Exercise goal: Apart from the pictures, which must be omitted, restate the data exactly.

Dataset records:
_ _ _

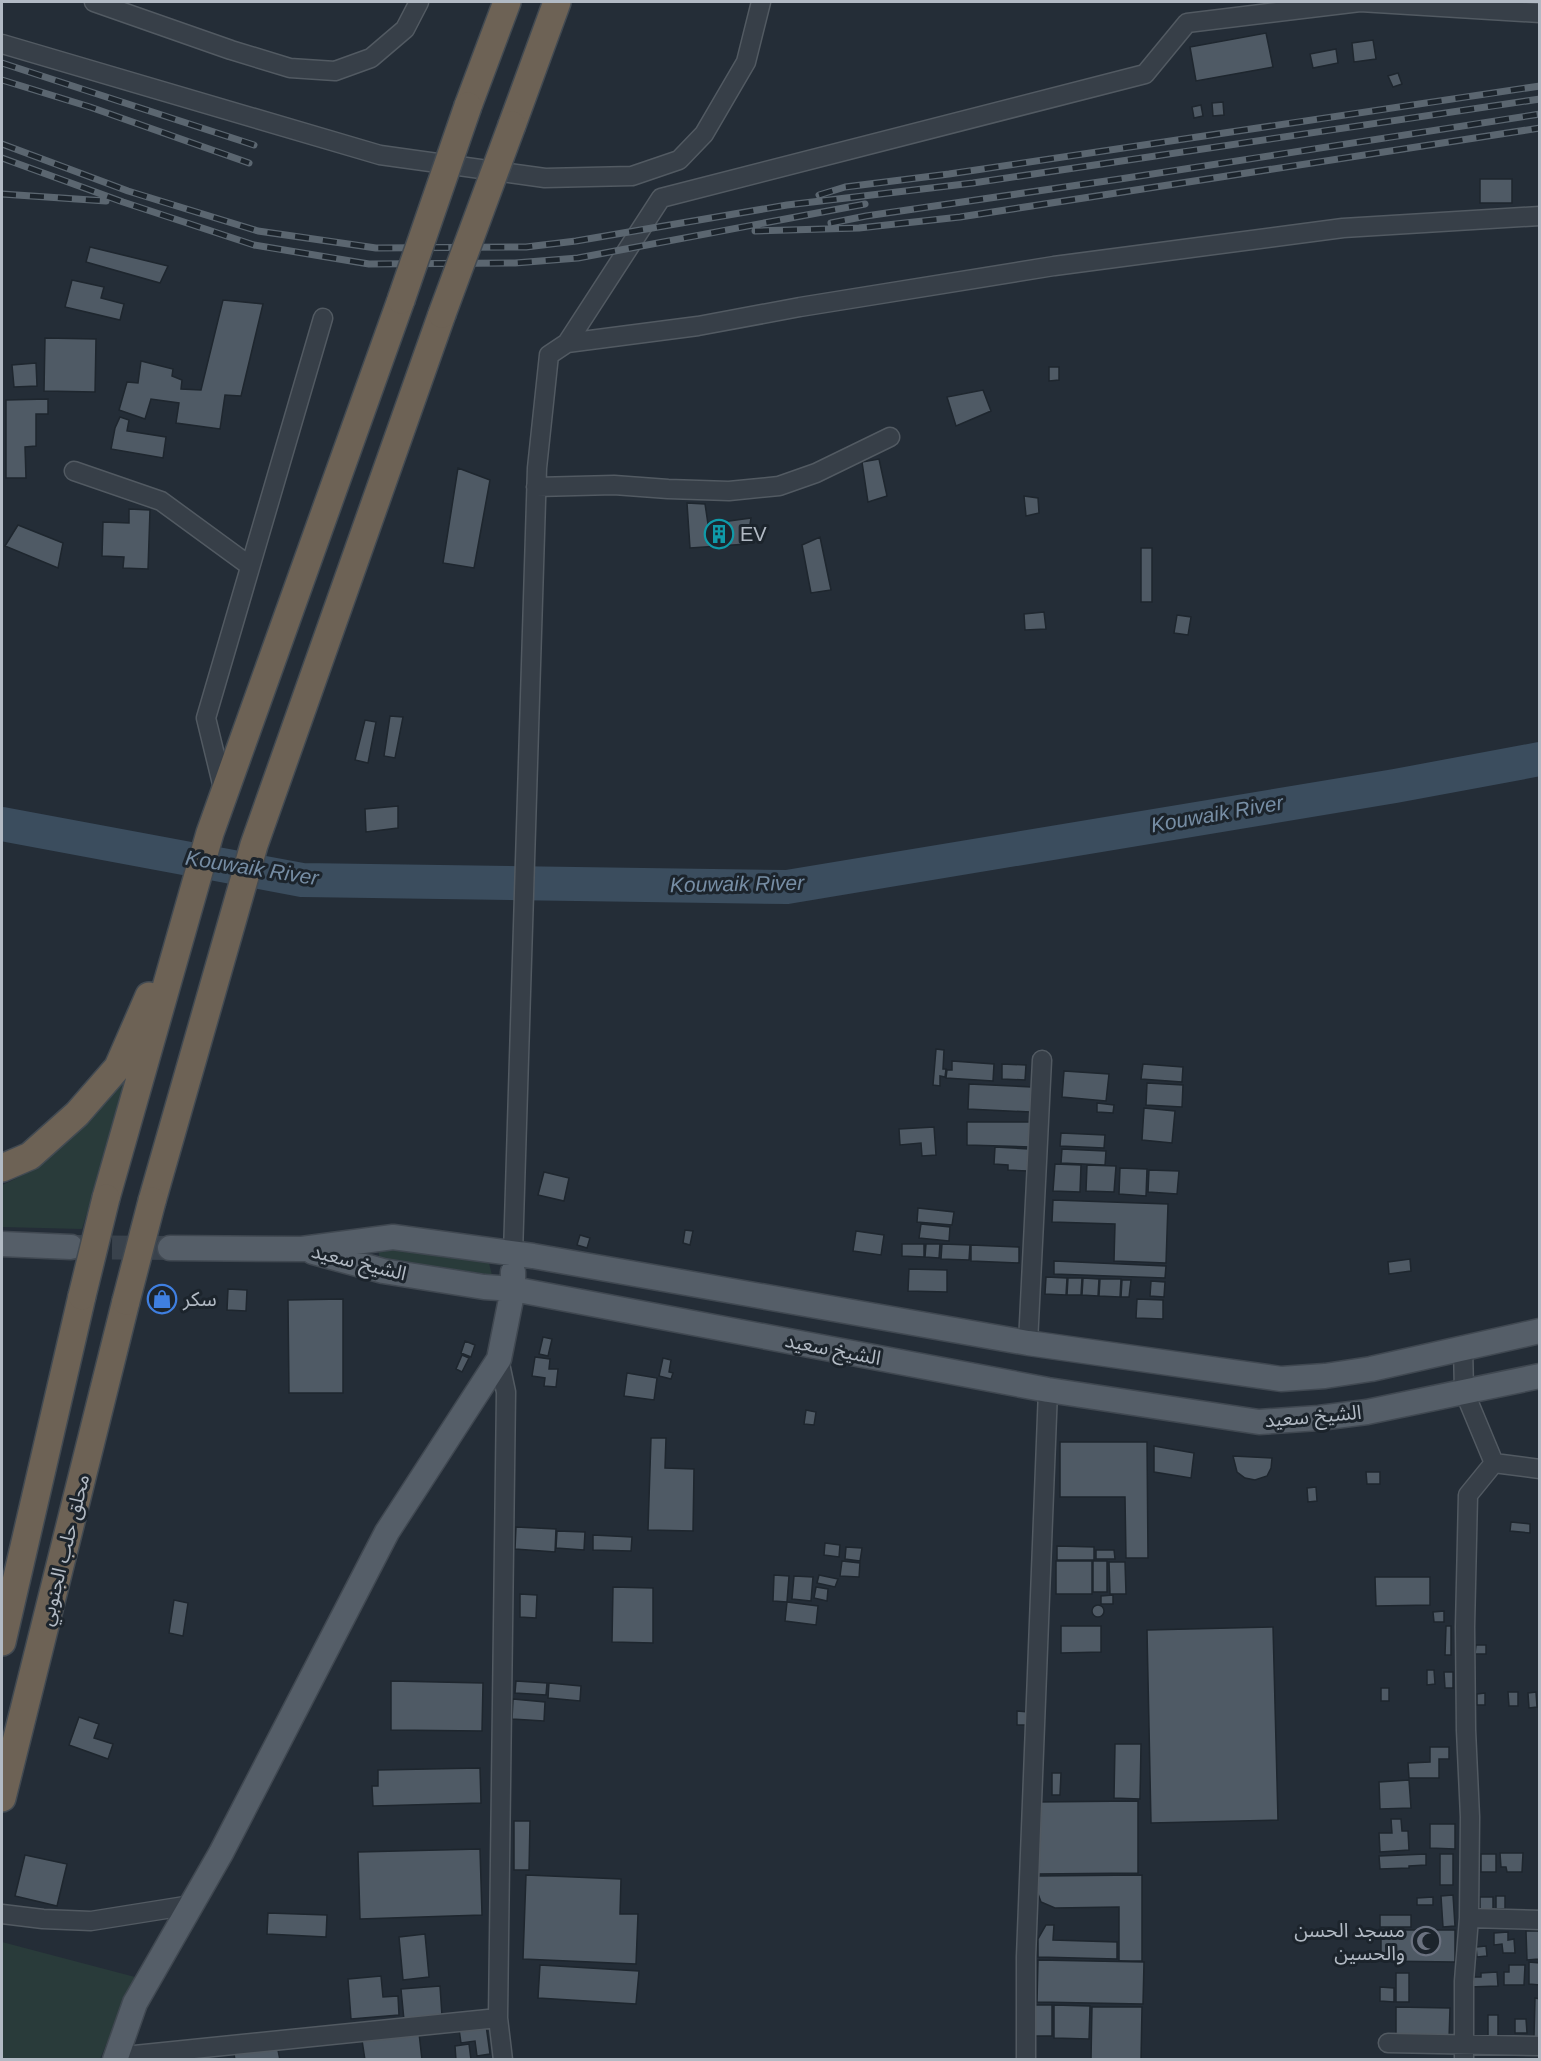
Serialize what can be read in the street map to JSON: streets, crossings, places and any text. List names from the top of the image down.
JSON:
{
  "streets": {
    "highway": ["محلق حلب الجنوبي"],
    "main road": ["الشيخ سعيد"]
  },
  "water": ["Kouwaik River"],
  "places": {
    "building": ["EV"],
    "shop": ["سكر"],
    "mosque": ["مسجد الحسن والحسين"]
  }
}
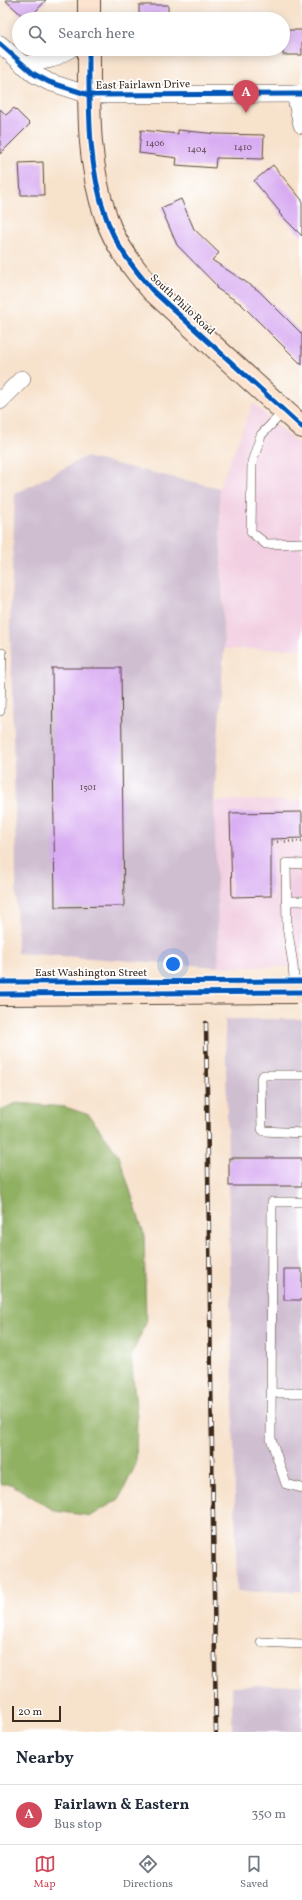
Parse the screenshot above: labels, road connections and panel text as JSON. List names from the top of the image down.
{
  "streets": {
    "main road": ["South Philo Road", "East Washington Street"],
    "street": ["East Fairlawn Drive"]
  },
  "crossings": [
    ["East Fairlawn Drive", "South Philo Road"]
  ],
  "house_numbers": [
    "1406",
    "1410",
    "1404",
    "1501"
  ],
  "scale_bar": "20 m",
  "page": {
    "search": "Search here",
    "pins": "A",
    "scale": "20 m",
    "heading": "Nearby",
    "list": [
      {
        "mark": "A",
        "name": "Fairlawn & Eastern",
        "note": "Bus stop",
        "value": "350 m"
      }
    ],
    "nav": ["Map", "Directions", "Saved"]
  }
}
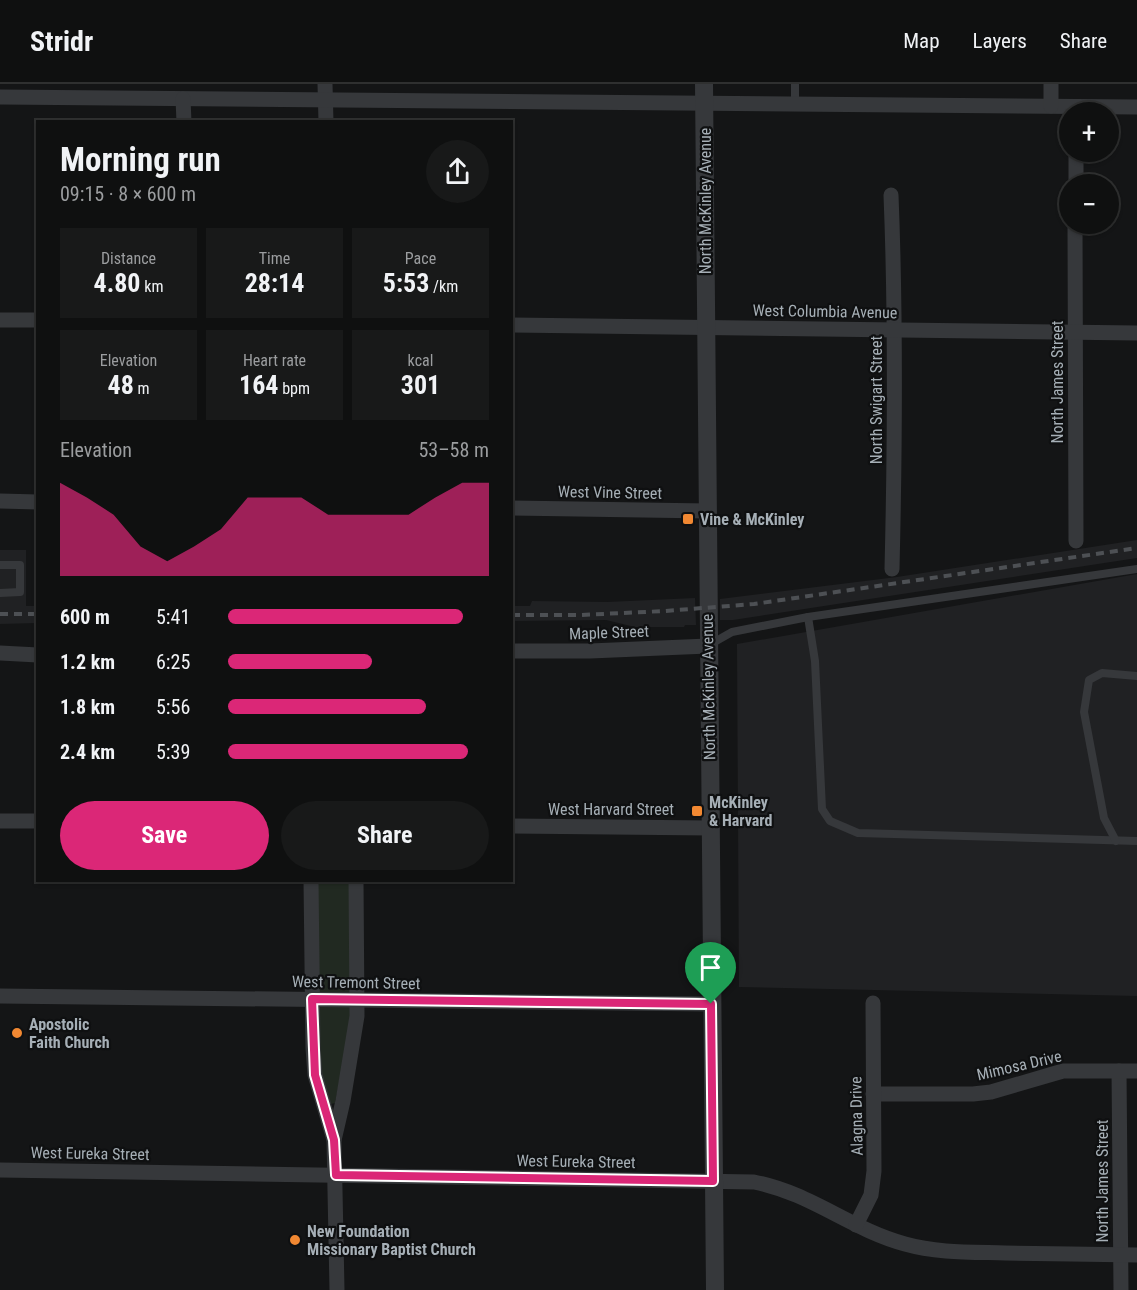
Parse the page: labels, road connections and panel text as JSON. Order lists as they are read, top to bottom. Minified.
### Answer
{"streets":{"street":["North McKinley Avenue","West Columbia Avenue","North James Street","North Swigart Street","West Vine Street","Maple Street","West Harvard Street","West Tremont Street","Mimosa Drive","Alagna Drive","West Eureka Street"]},"crossings":[["North McKinley Avenue","West Columbia Avenue"],["North McKinley Avenue","West Vine Street"],["North McKinley Avenue","Maple Street"],["North McKinley Avenue","West Harvard Street"],["North McKinley Avenue","West Tremont Street"],["North McKinley Avenue","West Eureka Street"],["West Columbia Avenue","North James Street"],["West Columbia Avenue","North Swigart Street"],["North James Street","Mimosa Drive"],["North James Street","West Eureka Street"],["Mimosa Drive","Alagna Drive"],["Alagna Drive","West Eureka Street"]],"places":{"transit":["Vine & McKinley","McKinley & Harvard"],"other":["Apostolic Faith Church","New Foundation Missionary Baptist Church"]},"page":{"header":"Stridr","nav":["Map","Layers","Share"],"map_buttons":["+","−"],"heading":["Morning run","09:15 · 8 × 600 m"],"stats":[["Distance","4.80 km"],["Time","28:14"],["Pace","5:53 /km"],["Elevation","48 m"],["Heart rate","164 bpm"],["kcal","301"]],"chart":["Elevation","53–58 m"],"list":[{"name":"600 m","note":"5:41"},{"name":"1.2 km","note":"6:25"},{"name":"1.8 km","note":"5:56"},{"name":"2.4 km","note":"5:39"}],"buttons":["Save","Share"]}}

_ _ _

Result of the task:
Serialize what can be read in the street map to JSON: streets, crossings, places and any text. List names from the top of the image down.
JSON:
{
  "streets": {
    "highway": ["محلق حلب الجنوبي"],
    "main road": ["الشيخ سعيد"]
  },
  "water": ["Kouwaik River"],
  "places": {
    "building": ["EV"],
    "shop": ["سكر"],
    "mosque": ["مسجد الحسن والحسين"]
  }
}
Parse the screenshot above: labels, road connections and panel text as JSON. List names from the top of the image down.
{
  "streets": {
    "main road": ["South Philo Road", "East Washington Street"],
    "street": ["East Fairlawn Drive"]
  },
  "crossings": [
    ["East Fairlawn Drive", "South Philo Road"]
  ],
  "house_numbers": [
    "1406",
    "1410",
    "1404",
    "1501"
  ],
  "scale_bar": "20 m",
  "page": {
    "search": "Search here",
    "pins": "A",
    "scale": "20 m",
    "heading": "Nearby",
    "list": [
      {
        "mark": "A",
        "name": "Fairlawn & Eastern",
        "note": "Bus stop",
        "value": "350 m"
      }
    ],
    "nav": ["Map", "Directions", "Saved"]
  }
}
Parse the page: labels, road connections and panel text as JSON. Order lists as they are read, top to bottom. Minified.
### Answer
{"streets":{"street":["North McKinley Avenue","West Columbia Avenue","North James Street","North Swigart Street","West Vine Street","Maple Street","West Harvard Street","West Tremont Street","Mimosa Drive","Alagna Drive","West Eureka Street"]},"crossings":[["North McKinley Avenue","West Columbia Avenue"],["North McKinley Avenue","West Vine Street"],["North McKinley Avenue","Maple Street"],["North McKinley Avenue","West Harvard Street"],["North McKinley Avenue","West Tremont Street"],["North McKinley Avenue","West Eureka Street"],["West Columbia Avenue","North James Street"],["West Columbia Avenue","North Swigart Street"],["North James Street","Mimosa Drive"],["North James Street","West Eureka Street"],["Mimosa Drive","Alagna Drive"],["Alagna Drive","West Eureka Street"]],"places":{"transit":["Vine & McKinley","McKinley & Harvard"],"other":["Apostolic Faith Church","New Foundation Missionary Baptist Church"]},"page":{"header":"Stridr","nav":["Map","Layers","Share"],"map_buttons":["+","−"],"heading":["Morning run","09:15 · 8 × 600 m"],"stats":[["Distance","4.80 km"],["Time","28:14"],["Pace","5:53 /km"],["Elevation","48 m"],["Heart rate","164 bpm"],["kcal","301"]],"chart":["Elevation","53–58 m"],"list":[{"name":"600 m","note":"5:41"},{"name":"1.2 km","note":"6:25"},{"name":"1.8 km","note":"5:56"},{"name":"2.4 km","note":"5:39"}],"buttons":["Save","Share"]}}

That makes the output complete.